● **Material to process**
━━━━━━━━
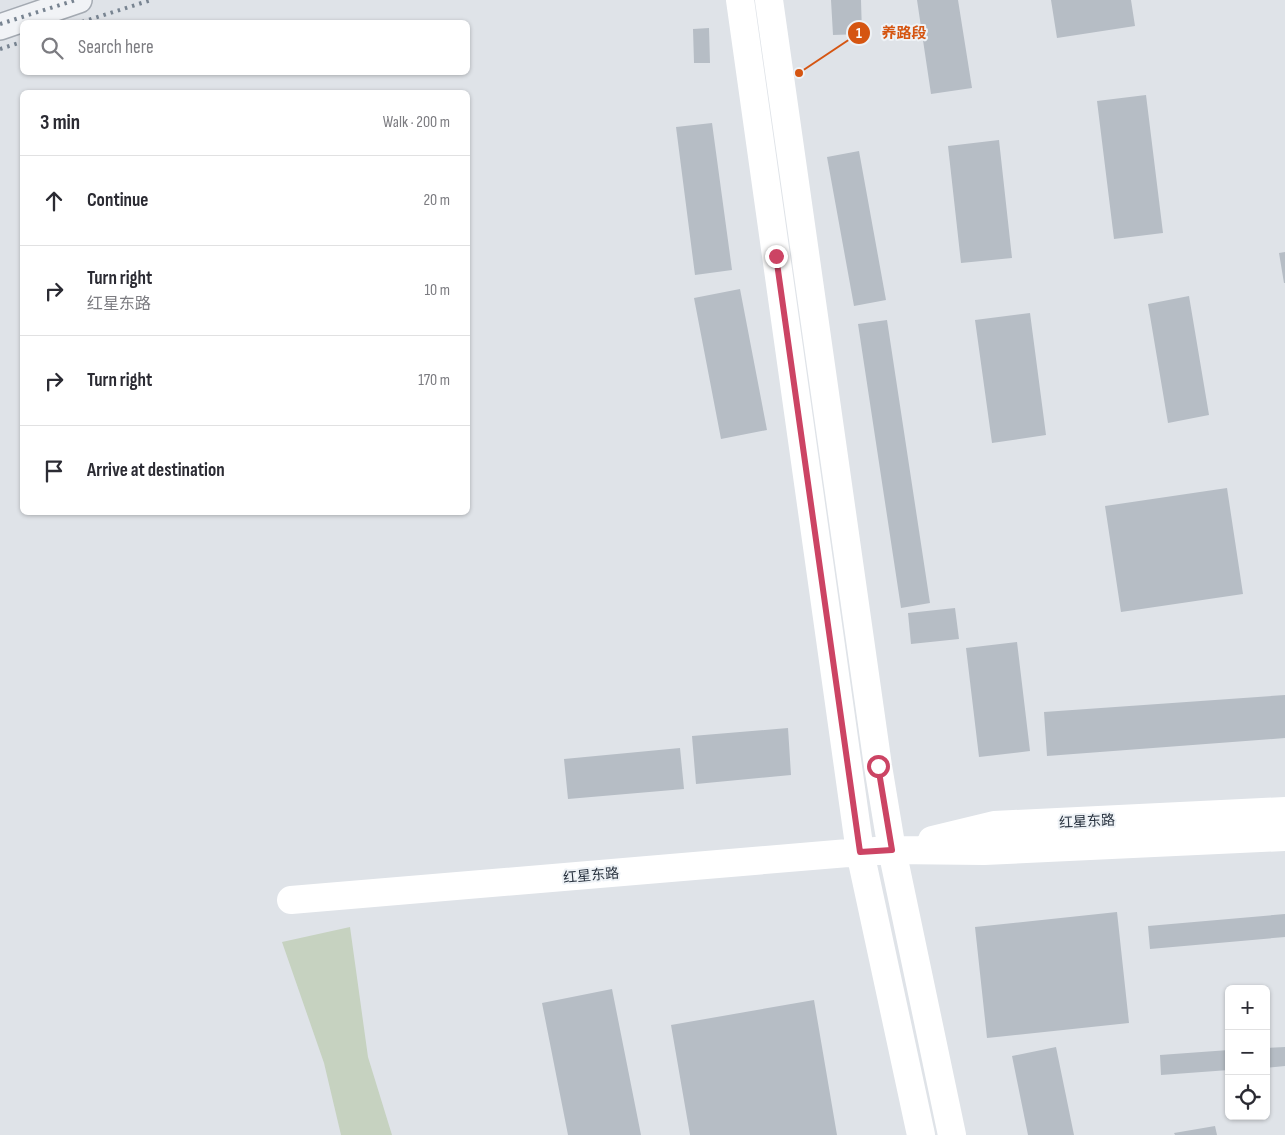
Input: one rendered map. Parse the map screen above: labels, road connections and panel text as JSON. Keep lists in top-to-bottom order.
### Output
{
  "streets": {
    "main road": ["红星东路"]
  },
  "places": ["养路段"],
  "page": {
    "search": "Search here",
    "heading": ["3 min", "Walk · 200 m"],
    "list": [
      ["Continue", "20 m"],
      ["Turn right", "红星东路", "10 m"],
      ["Turn right", "170 m"],
      "Arrive at destination"
    ],
    "map_buttons": ["+", "−"]
  }
}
━━━━━━━━
● **Work instruction**
Exactly as they appear above, give the records again, without their pictures.

● **Written reply**
Input: one rendered map. Parse the map screen above: labels, road connections and panel text as JSON. Keep lists in top-to-bottom order.
### Output
{
  "streets": {
    "main road": ["红星东路"]
  },
  "places": ["养路段"],
  "page": {
    "search": "Search here",
    "heading": ["3 min", "Walk · 200 m"],
    "list": [
      ["Continue", "20 m"],
      ["Turn right", "红星东路", "10 m"],
      ["Turn right", "170 m"],
      "Arrive at destination"
    ],
    "map_buttons": ["+", "−"]
  }
}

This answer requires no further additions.